# WHAT THIS TASK INVOLVES
Give the entries below again exactly. Their pictures are not needed.
(SUPPLIED MATERIAL Opens)
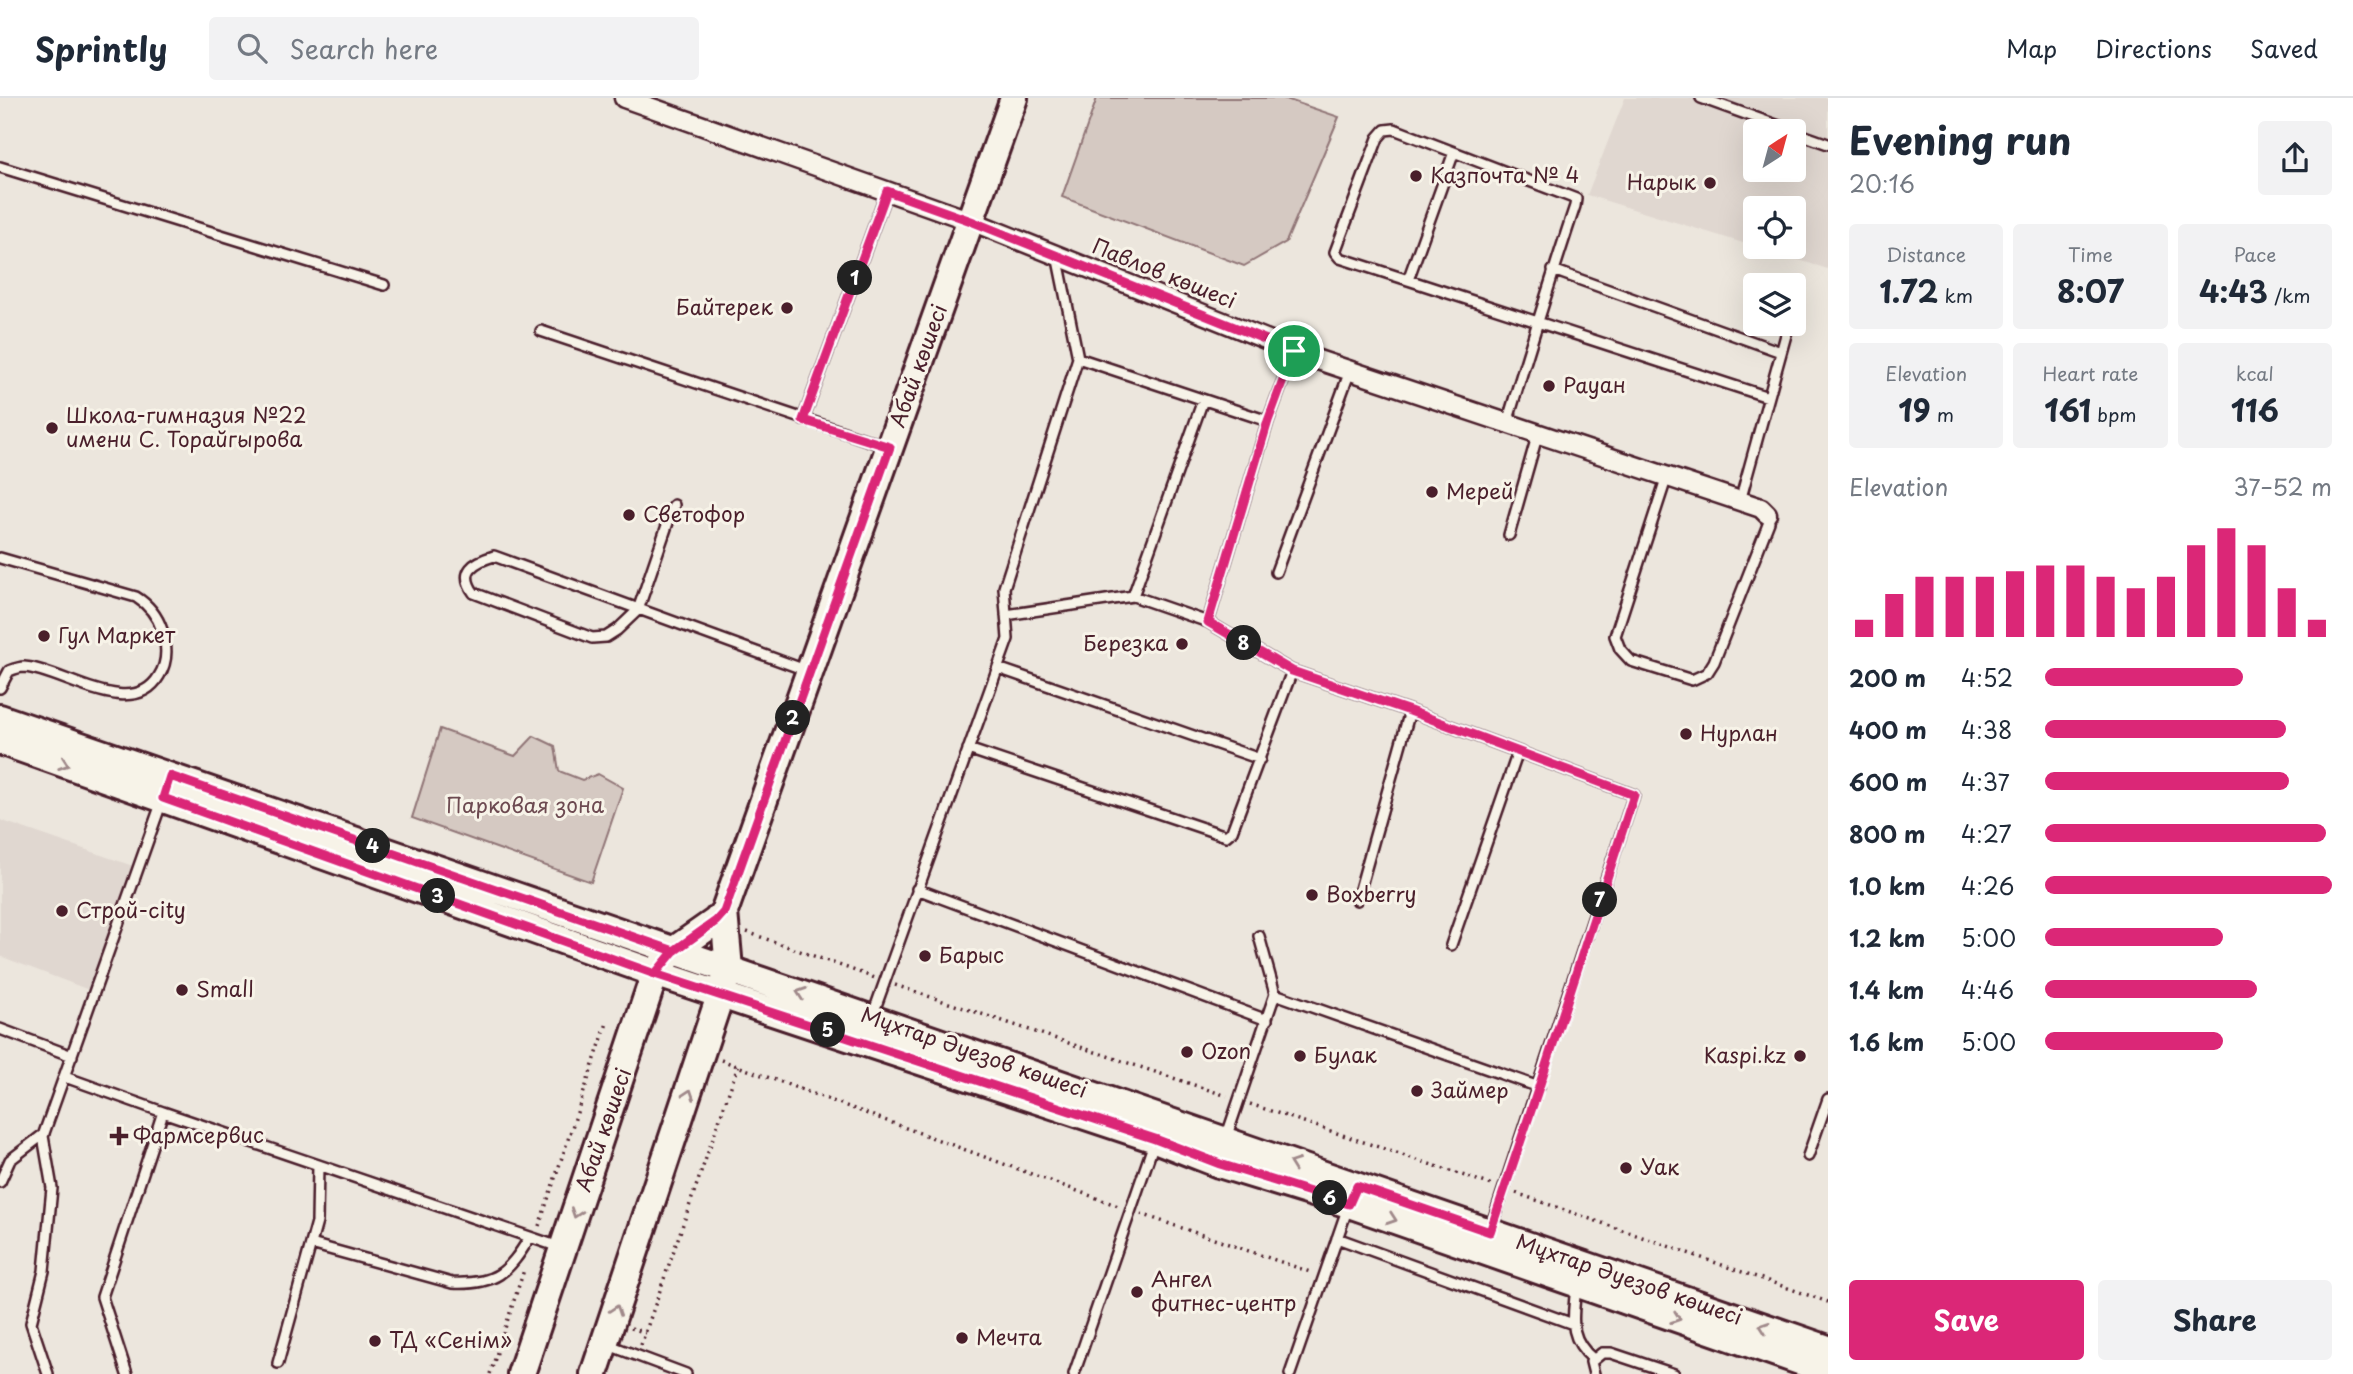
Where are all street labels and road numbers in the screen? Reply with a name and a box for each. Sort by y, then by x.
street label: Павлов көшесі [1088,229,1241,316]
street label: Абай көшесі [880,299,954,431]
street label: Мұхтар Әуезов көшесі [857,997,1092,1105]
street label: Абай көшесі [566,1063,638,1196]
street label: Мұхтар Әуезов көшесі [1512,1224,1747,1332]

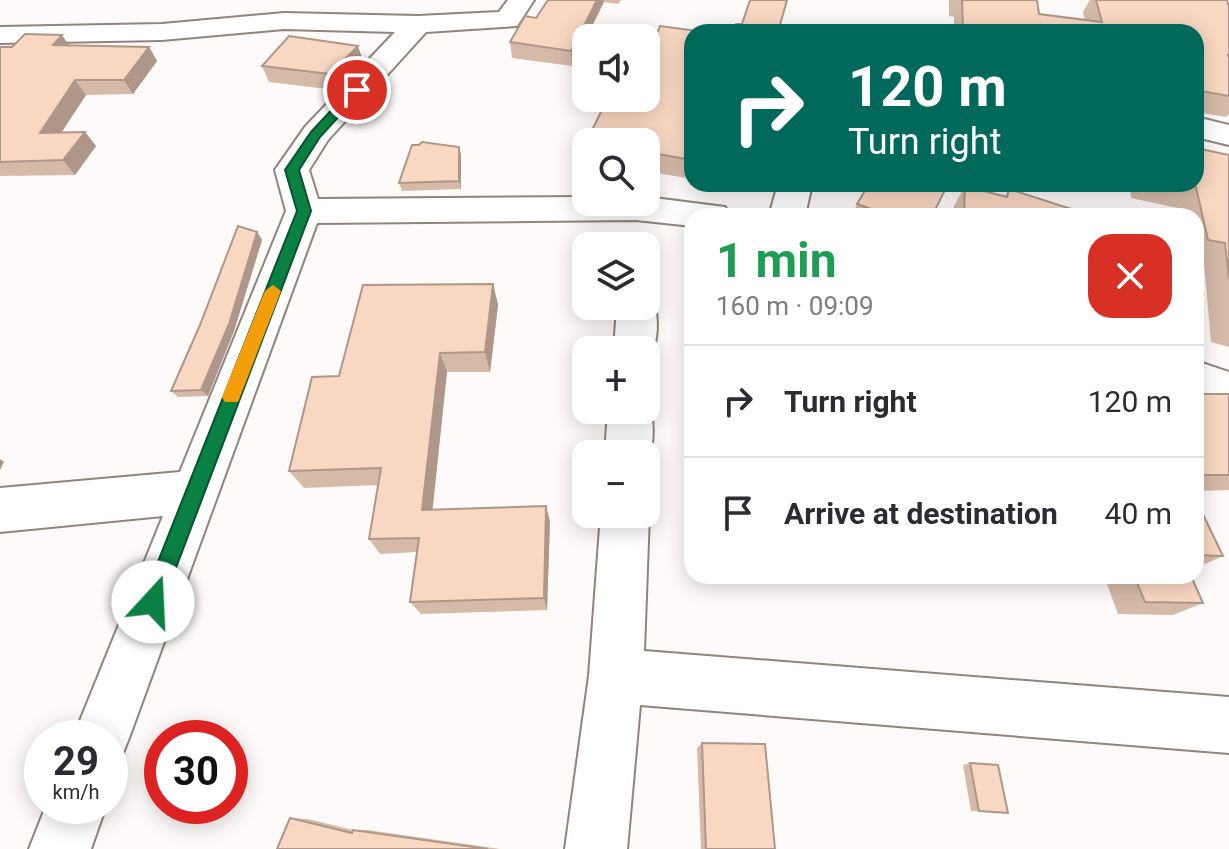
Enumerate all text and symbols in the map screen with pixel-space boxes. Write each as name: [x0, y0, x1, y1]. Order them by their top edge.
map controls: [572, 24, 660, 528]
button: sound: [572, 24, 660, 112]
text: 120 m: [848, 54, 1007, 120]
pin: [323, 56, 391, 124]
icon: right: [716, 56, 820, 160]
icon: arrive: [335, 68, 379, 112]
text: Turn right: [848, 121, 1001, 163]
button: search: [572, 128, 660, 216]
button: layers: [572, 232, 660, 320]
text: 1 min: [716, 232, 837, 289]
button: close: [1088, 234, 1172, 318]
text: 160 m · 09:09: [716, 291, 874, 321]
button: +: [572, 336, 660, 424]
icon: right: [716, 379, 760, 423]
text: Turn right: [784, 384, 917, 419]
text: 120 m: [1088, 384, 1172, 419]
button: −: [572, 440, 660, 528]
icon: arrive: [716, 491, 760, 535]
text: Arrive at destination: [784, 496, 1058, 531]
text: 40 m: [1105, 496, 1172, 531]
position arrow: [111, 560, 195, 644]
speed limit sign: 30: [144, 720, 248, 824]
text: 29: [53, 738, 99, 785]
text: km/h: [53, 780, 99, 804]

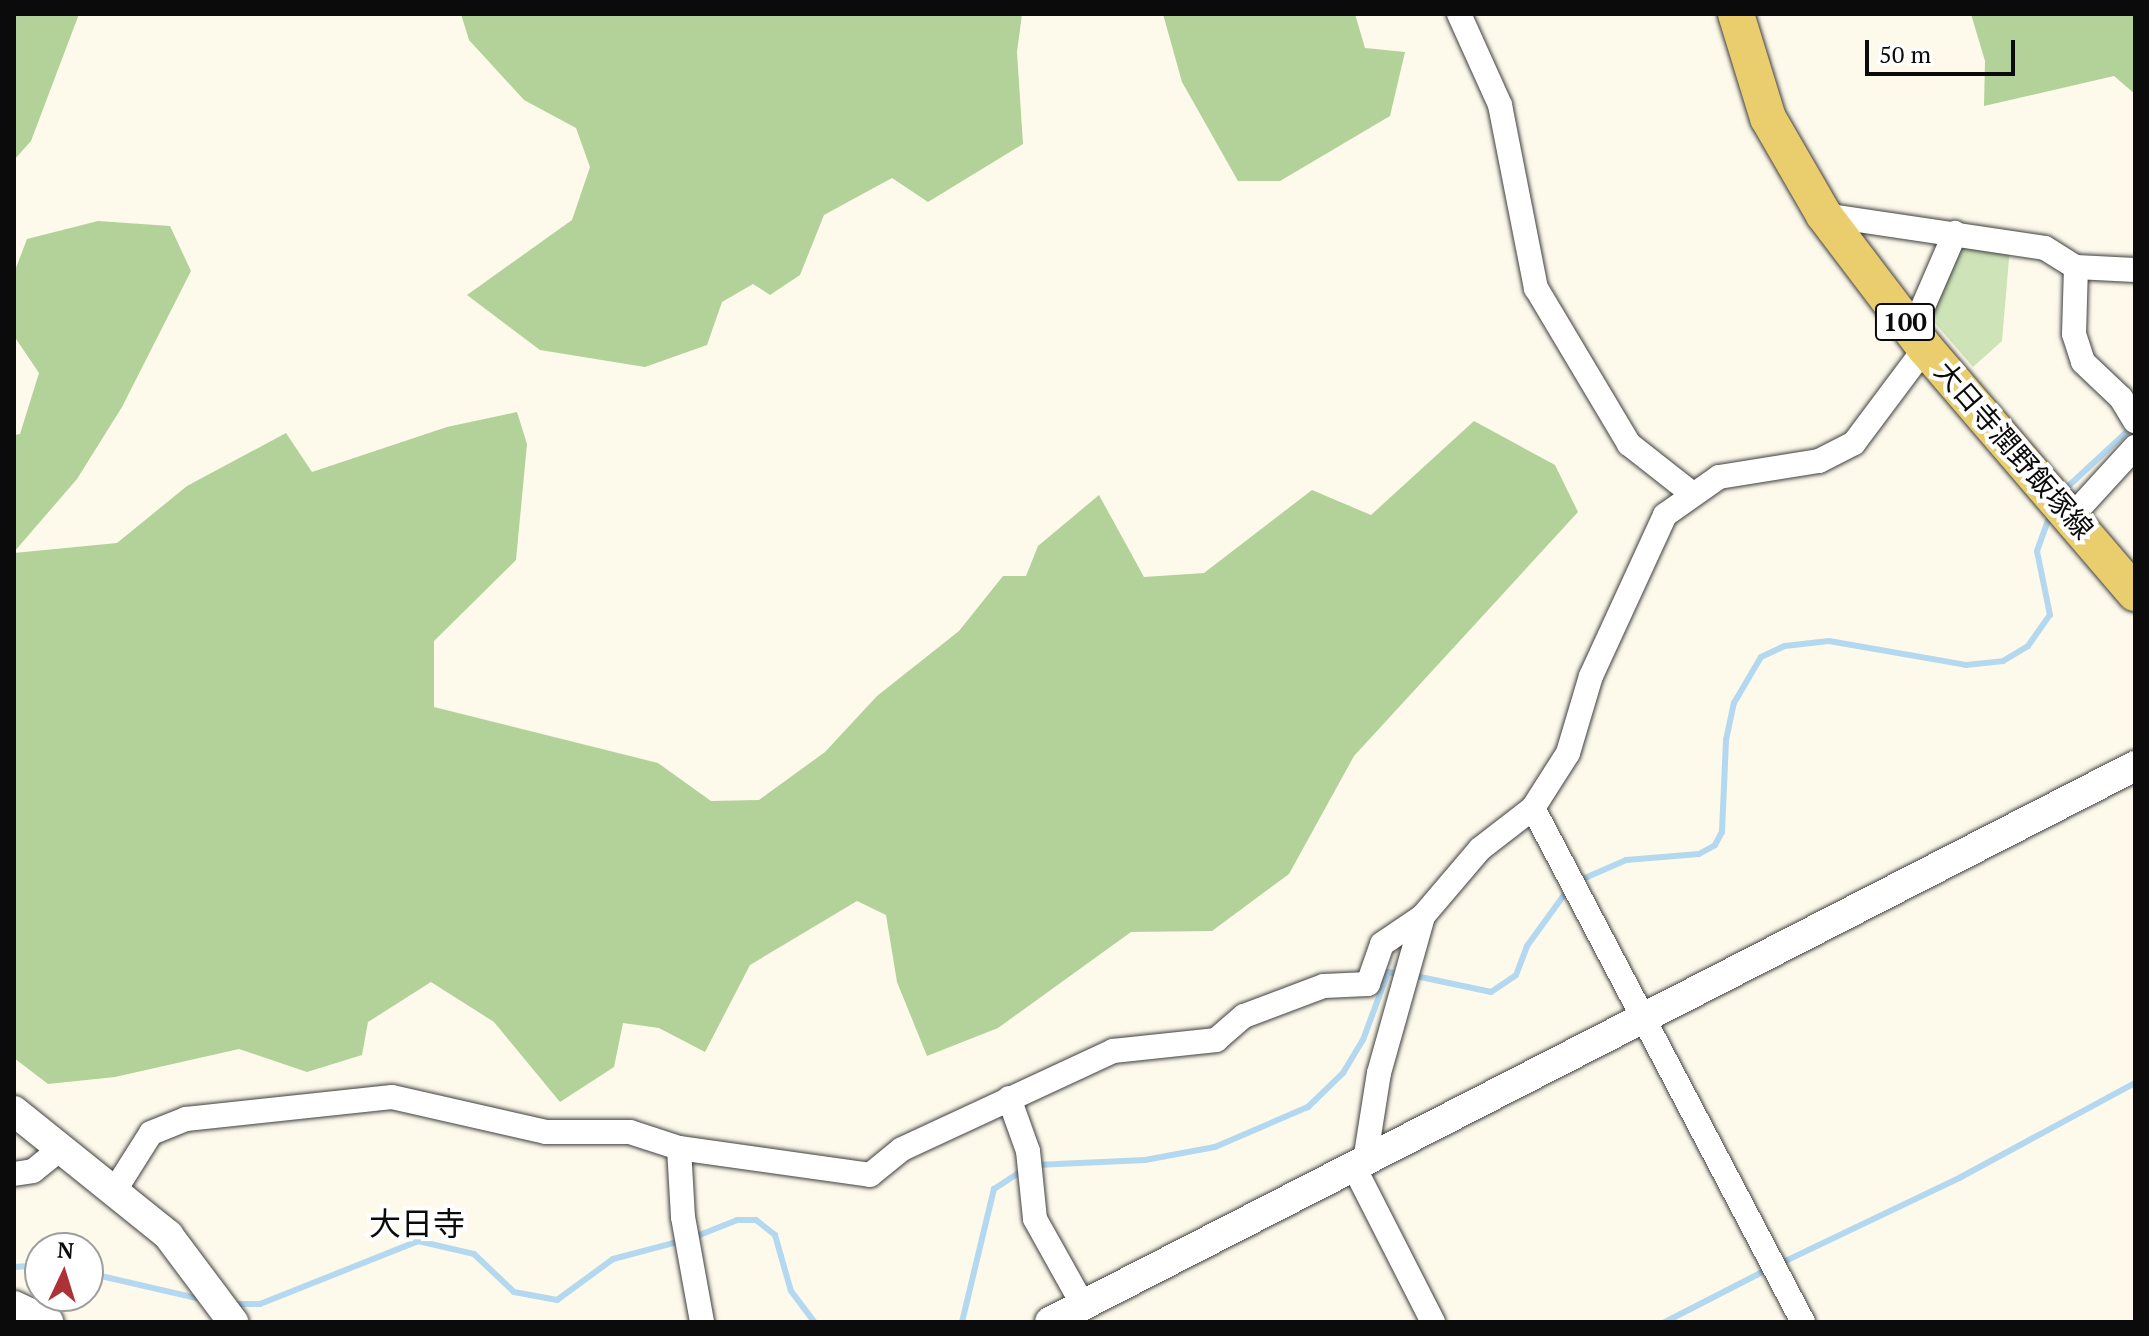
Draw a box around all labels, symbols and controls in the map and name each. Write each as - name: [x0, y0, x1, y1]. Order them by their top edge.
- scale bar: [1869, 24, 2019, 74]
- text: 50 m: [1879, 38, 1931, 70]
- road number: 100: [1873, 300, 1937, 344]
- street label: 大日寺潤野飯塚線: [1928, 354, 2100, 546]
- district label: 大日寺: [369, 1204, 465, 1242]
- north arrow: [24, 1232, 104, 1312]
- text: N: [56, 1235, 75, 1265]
(SUPPLIED MATERIAL Closes)
# ANSWER TO THIS EXERCISE
Where are all street labels and road numbers in the screen? Reply with a name and a box for each. Sort by y, then by x.
street label: Павлов көшесі [1088,229,1241,316]
street label: Абай көшесі [880,299,954,431]
street label: Мұхтар Әуезов көшесі [857,997,1092,1105]
street label: Абай көшесі [566,1063,638,1196]
street label: Мұхтар Әуезов көшесі [1512,1224,1747,1332]

Enumerate all text and symbols in the map screen with pixel-space boxes. Write each as name: [x0, y0, x1, y1]. Order them by their top edge.
map controls: [572, 24, 660, 528]
button: sound: [572, 24, 660, 112]
text: 120 m: [848, 54, 1007, 120]
pin: [323, 56, 391, 124]
icon: right: [716, 56, 820, 160]
icon: arrive: [335, 68, 379, 112]
text: Turn right: [848, 121, 1001, 163]
button: search: [572, 128, 660, 216]
button: layers: [572, 232, 660, 320]
text: 1 min: [716, 232, 837, 289]
button: close: [1088, 234, 1172, 318]
text: 160 m · 09:09: [716, 291, 874, 321]
button: +: [572, 336, 660, 424]
icon: right: [716, 379, 760, 423]
text: Turn right: [784, 384, 917, 419]
text: 120 m: [1088, 384, 1172, 419]
button: −: [572, 440, 660, 528]
icon: arrive: [716, 491, 760, 535]
text: Arrive at destination: [784, 496, 1058, 531]
text: 40 m: [1105, 496, 1172, 531]
position arrow: [111, 560, 195, 644]
speed limit sign: 30: [144, 720, 248, 824]
text: 29: [53, 738, 99, 785]
text: km/h: [53, 780, 99, 804]

Draw a box around all labels, symbols and controls in the map and name each. Write each as - name: [x0, y0, x1, y1]. Order them by their top edge.
- scale bar: [1869, 24, 2019, 74]
- text: 50 m: [1879, 38, 1931, 70]
- road number: 100: [1873, 300, 1937, 344]
- street label: 大日寺潤野飯塚線: [1928, 354, 2100, 546]
- district label: 大日寺: [369, 1204, 465, 1242]
- north arrow: [24, 1232, 104, 1312]
- text: N: [56, 1235, 75, 1265]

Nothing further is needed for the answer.